START PROVIDED MATERIAL

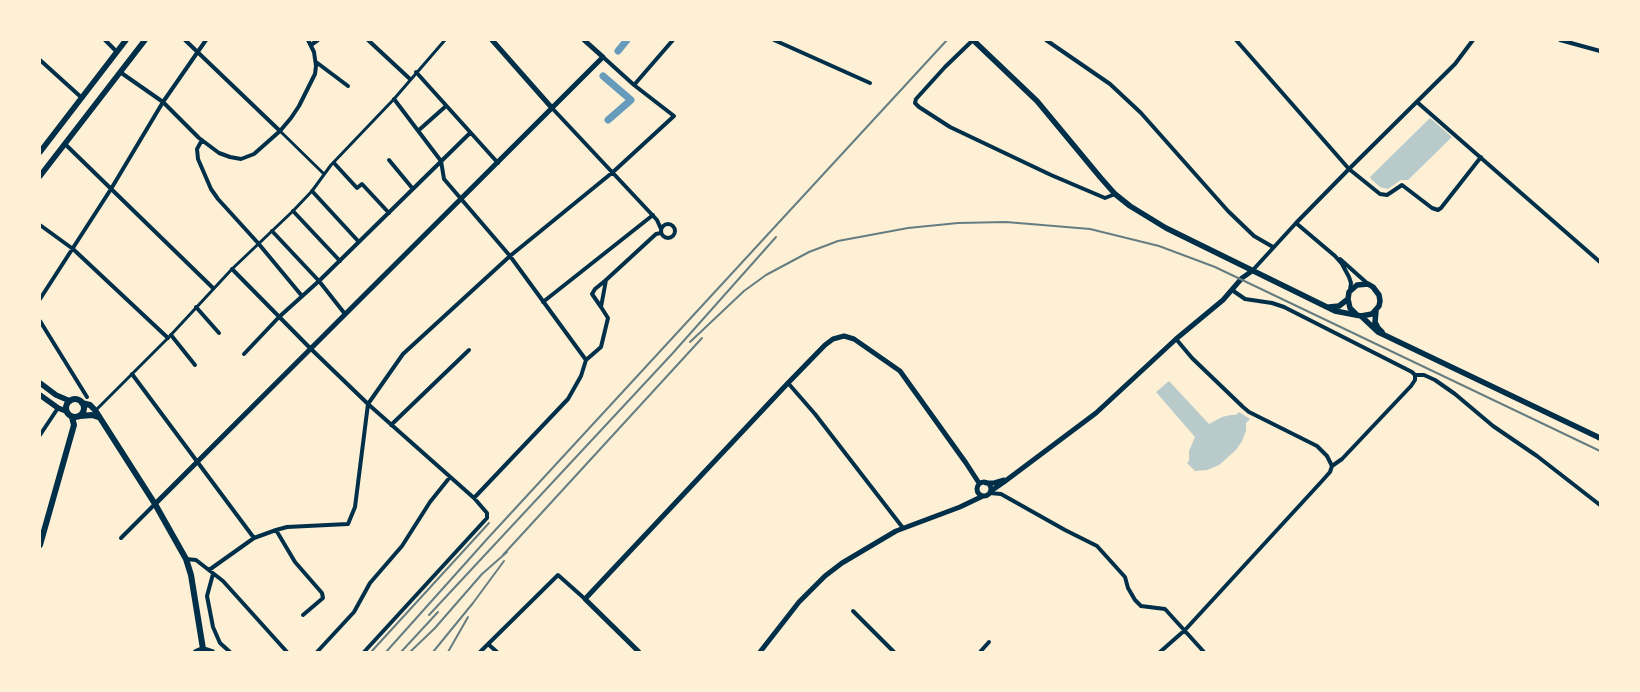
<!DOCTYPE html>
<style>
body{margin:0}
#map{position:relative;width:1640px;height:692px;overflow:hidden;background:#fdf0d5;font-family:Cabin,sans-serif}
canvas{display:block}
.frame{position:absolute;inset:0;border:41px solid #fdf0d5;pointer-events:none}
</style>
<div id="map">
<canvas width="1640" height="692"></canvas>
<div class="frame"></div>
</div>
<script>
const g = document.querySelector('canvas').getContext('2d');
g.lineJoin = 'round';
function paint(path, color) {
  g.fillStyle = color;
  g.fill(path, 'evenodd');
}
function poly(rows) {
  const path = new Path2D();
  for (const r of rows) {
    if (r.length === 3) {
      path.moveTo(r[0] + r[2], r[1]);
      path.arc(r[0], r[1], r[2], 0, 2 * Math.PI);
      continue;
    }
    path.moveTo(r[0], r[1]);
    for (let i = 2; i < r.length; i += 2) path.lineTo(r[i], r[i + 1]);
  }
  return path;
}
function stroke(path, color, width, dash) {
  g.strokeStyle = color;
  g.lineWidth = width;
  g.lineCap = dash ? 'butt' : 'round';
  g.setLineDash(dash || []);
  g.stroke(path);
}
paint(poly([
 [1430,118,1452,137,1408,180,1401,180,1388,189,1380,187,1372,180,1370,177],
 [1169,381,1209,424,1222,417,1231,415,1236,415,1239,412,1250,419,1246,423,1246,431,1242,441,1236,450,1219,465,1207,470,1195,471,1187,463,1189,461,1189,451,1195,437,1156,392]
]), '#b9caca');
stroke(poly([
 [618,51,627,40],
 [603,76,631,100,608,120]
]), '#669bbc', 7);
stroke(poly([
 [280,131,324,174],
 [96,410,168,338,232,269,293,211,312,191,331,165,394,99,445,40]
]), '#003049', 3);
stroke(poly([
 [105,40,117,52],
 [185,40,280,131],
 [368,40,410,79],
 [774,40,870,83],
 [973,40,945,67,916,99,915,103,919,107,950,127,1051,175,1105,198,1115,194],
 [1046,40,1110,84,1141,113,1228,211,1254,236,1273,247],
 [1236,40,1349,169,1380,194,1387,195,1402,185,1432,208,1438,210,1441,208,1481,157],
 [1560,40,1600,51],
 [311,45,318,40],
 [40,60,82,98],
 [316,62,348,86],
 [120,72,163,102,199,138,219,153,230,157,241,159,254,154,280,131,291,118,299,106,315,74,316,66,314,52,308,40],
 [416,72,498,163],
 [634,85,673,40],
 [394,99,441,161],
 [1417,102,1600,262],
 [552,108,657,220,661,229],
 [419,130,446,106],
 [202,140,197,149,198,159,211,189,218,199,258,243,302,296],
 [65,144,213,288],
 [389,160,413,189],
 [441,161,444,179,510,256,586,360,581,376,568,399,474,498],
 [334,163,357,188,362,184,389,213],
 [312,191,359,242],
 [293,211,340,261],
 [1296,223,1335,256,1342,264,1349,277,1351,283,1350,290],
 [668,231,7],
 [40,225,73,249,168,338],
 [272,231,319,281,345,314],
 [1340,259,1368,284],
 [232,269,310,348,368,404,474,498,487,513,487,518,364,652],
 [1252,271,1296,223,1349,169,1455,64,1473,40],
 [1232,290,1245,299,1272,303,1284,307,1412,372,1415,375,1424,375,1435,380,1455,394,1493,426,1537,456,1600,505],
 [40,299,111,189,163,102,206,40],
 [543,302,653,215],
 [196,307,219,333],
 [601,307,592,294,595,289,606,280],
 [40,321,87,397],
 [171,335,195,365],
 [1176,339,1192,358,1243,407,1249,412,1317,446,1327,456,1332,466],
 [244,354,279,317,319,281,470,133],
 [586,360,601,347,608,318,601,307,606,280,656,234,661,233],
 [132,374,254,538],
 [788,383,815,414,903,528],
 [391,425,469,350],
 [40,435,58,408],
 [990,493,1001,494,1065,530,1097,546,1125,577,1128,588,1135,600,1141,606,1165,609,1204,652],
 [276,530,295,562,322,593,323,598,303,615],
 [121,538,155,504],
 [186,559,196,560,223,581,287,652],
 [209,570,254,538,276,530,287,527,348,524,355,507,368,404,403,354,510,256,613,172,674,116,634,85,603,57],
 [213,574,207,596,213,627,220,643,230,652],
 [853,611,894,652],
 [488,644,497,652],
 [317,652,354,612,370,583,402,546,430,502,450,477],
 [480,652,558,575,585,599],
 [980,652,989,642],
 [1160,652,1185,630,1322,481,1330,472,1332,466,1342,459,1411,386,1415,380,1415,375]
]), '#003049', 4);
stroke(poly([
 [492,40,552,108],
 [984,489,7],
 [986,483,994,483,1004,480],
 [991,491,1004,482,1096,413,1176,339,1223,300,1242,278,1252,271],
 [155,504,603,57,584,40],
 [639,652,585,599,788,383,825,345,833,339,844,336,854,339,900,371,966,463,979,483],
 [760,652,799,602,825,576,842,563,896,531,960,507,983,496]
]), '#003049', 5);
stroke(poly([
 [973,40,1037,101,1100,177,1115,194,1130,206,1166,228,1335,311,1361,316,1372,314,1379,306,1380,301,1379,295,1373,287,1368,284,1357,285,1349,292,1348,299,1350,308,1357,315],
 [40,152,126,40],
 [40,176,145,40],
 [1329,307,1339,306,1348,299],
 [1376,311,1375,322,1378,328,1382,332],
 [1361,316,1378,332,1600,438],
 [40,383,56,395,70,401],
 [40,395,58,408,66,411]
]), '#003049', 5.5);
stroke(poly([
 [75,408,9],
 [82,403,90,405,95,410,155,504,186,559,191,575,203,649],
 [80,416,92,415,98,417],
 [40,545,74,425,72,417],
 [196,652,203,649,212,652]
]), '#003049', 6);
stroke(poly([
 [690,342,744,291,766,275,809,252,838,241,908,228,958,223,1006,222,1090,229,1159,246,1215,267,1600,451],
 [503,555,702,338],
 [429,615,672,354,776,237],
 [371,652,489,523],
 [386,652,488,538,947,40],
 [401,652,438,612],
 [410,652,435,628,482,574,507,552],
 [433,652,473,603,504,561],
 [448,652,468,617]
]), '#657d81', 2);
</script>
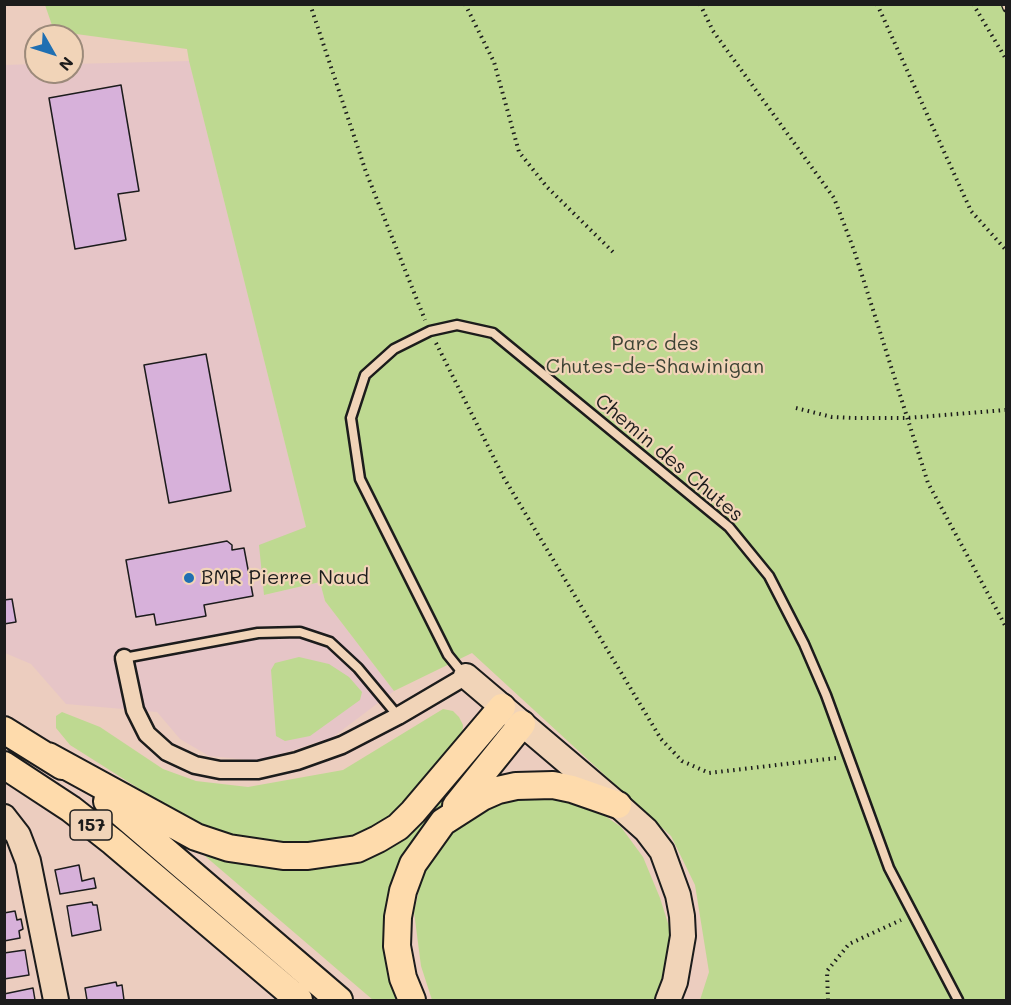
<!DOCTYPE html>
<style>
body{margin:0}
#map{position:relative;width:1011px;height:1005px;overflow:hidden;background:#eccdbf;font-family:Mali,sans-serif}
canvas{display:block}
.frame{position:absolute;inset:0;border:6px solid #1c1c1c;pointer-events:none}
.north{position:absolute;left:24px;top:24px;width:60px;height:60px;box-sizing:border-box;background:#f1d4b8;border:2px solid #9c8a7a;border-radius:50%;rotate:129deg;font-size:16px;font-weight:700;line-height:24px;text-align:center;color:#1c1c1c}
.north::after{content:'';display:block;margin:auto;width:21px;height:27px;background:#1f6fb2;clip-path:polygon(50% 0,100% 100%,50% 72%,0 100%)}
</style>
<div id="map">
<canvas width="1011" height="1005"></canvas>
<div class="frame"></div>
<div class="north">N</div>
</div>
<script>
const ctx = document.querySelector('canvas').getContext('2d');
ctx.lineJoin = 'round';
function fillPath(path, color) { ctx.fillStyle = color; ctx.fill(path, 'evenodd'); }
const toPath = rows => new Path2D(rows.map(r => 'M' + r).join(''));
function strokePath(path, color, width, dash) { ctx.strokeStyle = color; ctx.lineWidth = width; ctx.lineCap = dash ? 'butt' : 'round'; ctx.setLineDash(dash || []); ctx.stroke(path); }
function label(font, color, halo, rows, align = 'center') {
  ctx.font = font + ' Mali,sans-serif'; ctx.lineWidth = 4.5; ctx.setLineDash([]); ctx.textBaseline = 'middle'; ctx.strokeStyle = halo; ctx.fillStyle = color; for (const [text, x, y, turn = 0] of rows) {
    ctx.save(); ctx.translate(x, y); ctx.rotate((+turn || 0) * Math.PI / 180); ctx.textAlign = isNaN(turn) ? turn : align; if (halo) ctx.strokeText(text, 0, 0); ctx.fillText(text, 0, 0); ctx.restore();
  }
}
const built = toPath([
 [189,61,306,527,264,595,320,582,325,601,394,691,333,737,260,761,209,756,180,739,157,712,66,704,31,664,5,653,4,65,36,64,36,72,72,72,72,64]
]);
const green = toPath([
 [45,5,1006,5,1006,1000,700,1000,709,972,695,885,671,836,472,653,394,691,325,601,320,582,264,595,259,545,306,527,189,61,187,49,54,31],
 [299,657,329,664,349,677,362,692,360,700,310,736,285,741,276,736,271,670,275,663],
 [443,709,453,711,459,717,463,725,462,740,405,809,371,830,321,844,243,843,187,819,70,745,56,728,56,716,62,712,100,727,163,769,196,781,248,787,343,770],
 [496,733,499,735,395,880,388,900,385,922,386,945,399,1000,373,1000,198,850,262,864,332,867,360,860],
 [558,797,594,808,621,827,643,857,660,898,672,936,668,963,654,1000,432,1000,421,966,414,912,425,865,448,829,482,808,517,799]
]);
const building = toPath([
 [121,85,139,191,118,194,126,240,75,249,49,98,121,85],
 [206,354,231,491,169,503,144,365,206,354],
 [227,541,232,545,232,550,244,548,253,596,204,605,206,616,156,625,154,614,136,617,126,560,227,541],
 [12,599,16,622,4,624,4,600,12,599],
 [79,865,82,881,94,878,96,888,60,894,55,870,79,865],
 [92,902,93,905,97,905,101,930,72,936,67,906,92,902],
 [15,911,17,920,21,919,23,929,19,931,20,938,4,941,4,913,15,911],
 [25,950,29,975,4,979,4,953,25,950],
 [116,982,117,986,122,985,124,1000,87,1000,85,988,116,982],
 [33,988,35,1000,4,1000,4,994,33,988]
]);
const path = toPath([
 [310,4,366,172,425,320],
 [465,4,494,62,519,152,547,187,613,252],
 [700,4,713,31,834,198,854,250,928,483,1006,627],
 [877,4,971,211,1006,250],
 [973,4,1006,59],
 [436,343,504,478,661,739,682,761,709,773,836,758],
 [796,408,832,417,853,418,907,418,1006,410],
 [828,1000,827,971,849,944,901,920]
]);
const lane = toPath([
 [124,658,258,633,300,632,330,642,358,668,398,716],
 [465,676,448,655,360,479,351,418,365,375,394,349,430,331,457,325,493,333,729,527,769,576,804,644,826,695,889,868,958,1000]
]);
const street = toPath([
 [124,658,135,710,147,734,167,752,195,765,220,770,258,770,297,761,342,745,398,716,466,676]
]);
const secondary = toPath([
 [466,676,618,805,646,830,662,851,678,895,682,916,683,936,675,982,668,1000],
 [4,817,18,835,28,861,56,1000]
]);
const primary = toPath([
 [4,730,62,766],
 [48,756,196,837,229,848,283,856,308,856,357,849,378,839,398,827,413,812,502,707],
 [4,765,71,809,113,842,299,1000],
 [107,801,339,1000],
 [456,806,522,724],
 [412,1000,403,978,397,946,398,917,403,891,413,864,443,822,482,797,498,790,516,786,553,785,572,789,618,805]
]);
const rail = toPath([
 [1004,4,1006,9]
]);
const markers = [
 [189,578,6,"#1f6fb2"]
];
const shields = [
 [91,825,42]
];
const shieldNames = [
 ["157",91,825]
];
const parkNames = [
 ["Parc des",655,344],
 ["Chutes-de-Shawinigan",655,367]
];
const streetNames = [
 ["Chemin des Chutes",669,458,40]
];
const poiNames = [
 ["BMR Pierre Naud",201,578]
];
fillPath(built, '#e6c5c7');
fillPath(green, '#bed991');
fillPath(building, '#d7b1da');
strokePath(building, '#1c1c1c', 1.5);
strokePath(lane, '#1c1c1c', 13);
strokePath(street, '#1c1c1c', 21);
strokePath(secondary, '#1c1c1c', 28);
strokePath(primary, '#1c1c1c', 30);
strokePath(path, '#1c1c1c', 4, [1.5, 4.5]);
strokePath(lane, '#f1d4b8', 8);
strokePath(street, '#f1d4b8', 16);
strokePath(secondary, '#f1d4b8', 24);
strokePath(primary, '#fedbac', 26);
strokePath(rail, '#1c1c1c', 7);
strokePath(rail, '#f1d4b8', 4.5, [14]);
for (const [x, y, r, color] of markers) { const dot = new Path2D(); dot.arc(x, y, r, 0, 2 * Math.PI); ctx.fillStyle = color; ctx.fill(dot); strokePath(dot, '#f1d4b8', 2); }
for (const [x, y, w] of shields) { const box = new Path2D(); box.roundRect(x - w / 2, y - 15, w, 30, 4.5); ctx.fillStyle = '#f1d4b8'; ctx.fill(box); strokePath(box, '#1c1c1c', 1.5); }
label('bold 18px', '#1c1c1c', null, shieldNames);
label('20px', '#3c4233', '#f1d4b8', parkNames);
label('20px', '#1c1c1c', '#f1d4b8', streetNames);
label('20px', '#1c1c1c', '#f1d4b8', poiNames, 'left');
</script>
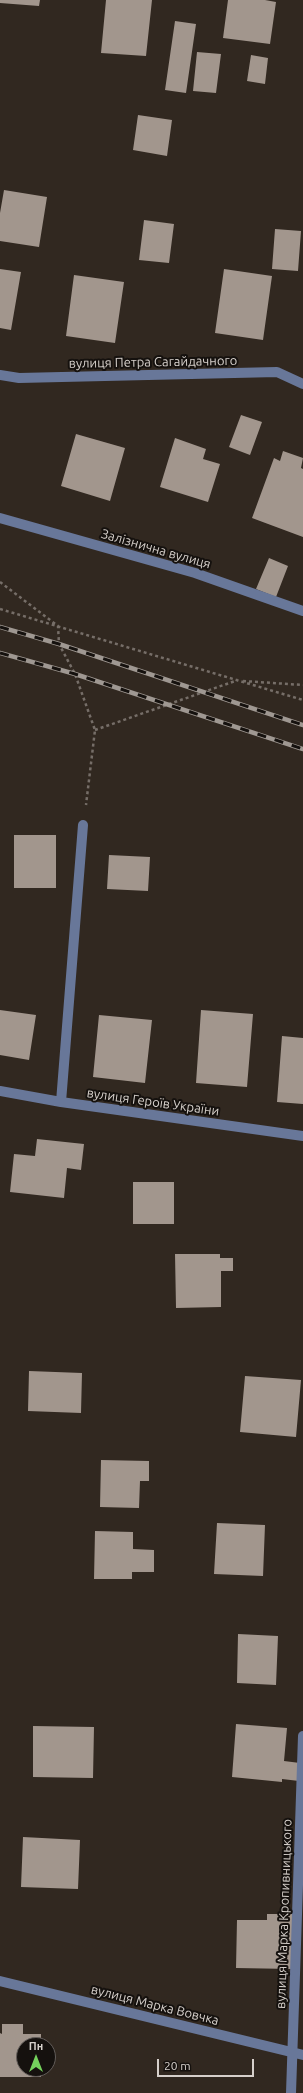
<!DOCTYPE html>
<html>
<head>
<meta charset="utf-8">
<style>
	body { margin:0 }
	#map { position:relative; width:303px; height:2093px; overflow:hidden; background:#312820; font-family:Ubuntu,sans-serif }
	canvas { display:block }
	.north { position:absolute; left:16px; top:2037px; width:40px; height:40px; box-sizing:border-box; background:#15110e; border:1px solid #625d5a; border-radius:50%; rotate:0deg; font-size:11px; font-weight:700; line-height:16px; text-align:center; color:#d6d0cb }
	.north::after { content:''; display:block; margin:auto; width:14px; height:18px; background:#74d25c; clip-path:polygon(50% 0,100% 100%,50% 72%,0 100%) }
	.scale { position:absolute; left:157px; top:2059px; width:97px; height:18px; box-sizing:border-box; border:2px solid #d6d0cb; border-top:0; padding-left:5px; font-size:12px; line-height:14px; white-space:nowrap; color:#d6d0cb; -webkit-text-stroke:3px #15110e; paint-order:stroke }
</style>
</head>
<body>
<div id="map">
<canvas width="303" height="2093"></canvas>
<div class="north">Пн</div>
<div class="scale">20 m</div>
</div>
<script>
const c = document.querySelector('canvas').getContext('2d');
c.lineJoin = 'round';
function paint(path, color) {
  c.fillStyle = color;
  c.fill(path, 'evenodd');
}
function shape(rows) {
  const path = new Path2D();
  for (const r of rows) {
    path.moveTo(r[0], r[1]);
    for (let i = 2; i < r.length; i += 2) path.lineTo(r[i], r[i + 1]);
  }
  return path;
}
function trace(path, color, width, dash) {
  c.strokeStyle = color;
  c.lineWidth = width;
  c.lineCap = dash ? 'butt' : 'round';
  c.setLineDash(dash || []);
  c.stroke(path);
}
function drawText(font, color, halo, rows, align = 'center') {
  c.font = font + ' Ubuntu,sans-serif';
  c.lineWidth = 4;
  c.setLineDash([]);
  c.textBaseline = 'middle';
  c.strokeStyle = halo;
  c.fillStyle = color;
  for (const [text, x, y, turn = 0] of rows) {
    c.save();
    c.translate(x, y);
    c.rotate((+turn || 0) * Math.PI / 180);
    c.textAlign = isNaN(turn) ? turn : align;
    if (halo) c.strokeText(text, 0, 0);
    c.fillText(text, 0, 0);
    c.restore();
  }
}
paint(shape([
	[0,0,40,0,39,6,0,3],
	[106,0,152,0,146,56,101,53],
	[228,0,265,0,276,2,270,44,223,38],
	[175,21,196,24,186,93,165,90],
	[197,52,221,54,216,93,193,91],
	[251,55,268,58,265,84,247,81],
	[138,115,172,120,167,156,133,150],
	[4,190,47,197,39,247,0,241,0,213],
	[144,220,174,224,169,263,139,260],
	[275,229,301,231,298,271,272,269],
	[0,269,21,272,11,330,0,328],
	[224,269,272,276,263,340,215,333],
	[74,275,124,282,115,343,66,336],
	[241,415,262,422,250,455,229,447],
	[76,434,125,448,110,501,61,486],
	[175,438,206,449,203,459,220,464,208,502,160,487],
	[283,451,303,458,301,468,303,469,303,537,252,518,274,458,280,461],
	[269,558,288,566,276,597,256,589],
	[14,835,56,835,56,888,14,888],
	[109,855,150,857,148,891,107,889],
	[0,1010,36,1015,29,1060,0,1055],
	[201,1010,253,1014,247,1087,196,1083],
	[99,1015,152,1020,145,1083,93,1077],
	[282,1036,303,1038,303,1104,277,1102],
	[37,1139,84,1144,81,1170,67,1168,64,1198,10,1192,14,1154,35,1156],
	[133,1182,174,1182,174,1224,133,1224],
	[175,1254,220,1254,220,1258,233,1258,233,1271,221,1271,221,1307,176,1308],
	[29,1371,82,1373,81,1413,28,1411],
	[245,1376,301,1380,296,1437,240,1432],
	[101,1460,149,1461,149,1481,140,1481,139,1508,100,1507],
	[217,1523,265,1525,263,1576,214,1574],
	[95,1531,133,1532,133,1549,154,1550,154,1572,132,1572,132,1579,94,1579],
	[238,1634,278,1636,276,1685,237,1683],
	[236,1724,287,1728,284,1761,300,1763,299,1781,282,1779,282,1782,232,1777],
	[33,1726,94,1727,93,1778,33,1777],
	[23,1837,80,1840,78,1889,21,1887],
	[267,1914,292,1914,292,1969,236,1968,237,1920,267,1920],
	[2,2024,23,2024,23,2034,41,2034,41,2045,24,2045,24,2069,41,2069,41,2077,0,2077,0,2033,2,2034]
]), '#a2968d');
trace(shape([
	[0,582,58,626,59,644,75,674,95,730,86,805],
	[0,609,303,700],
	[243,681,303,685],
	[95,730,238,680]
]), '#766e68', 2.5, [3, 3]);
trace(shape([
	[0,375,19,378,277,372,303,384],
	[0,518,195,573,303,611],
	[0,1091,61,1102,303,1136],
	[61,1102,83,825],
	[0,1981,303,2055],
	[291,2093,303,1736]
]), '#687799', 10);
const rail = shape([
	[0,627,59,644,303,725],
	[0,653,75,674,303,749]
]);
trace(rail, '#9f9892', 4.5);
trace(rail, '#15110e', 3, [9]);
drawText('13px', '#d6d0cb', '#15110e', [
	["вулиця Петра Сагайдачного",153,362,-1],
	["Залізнична вулиця",156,549,16],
	["вулиця Героїв України",153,1102,8],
	["вулиця Марка Кропивницького",284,1914,-88],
	["вулиця Марка Вовчка",155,2005,14]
]);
</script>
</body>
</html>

END PROVIDED MATERIAL

--- EXERCISE AIM ---
Look over the records above and say how many lines hold the word "save", giving the number alone.

--- EXPECTED ANSWER ---
2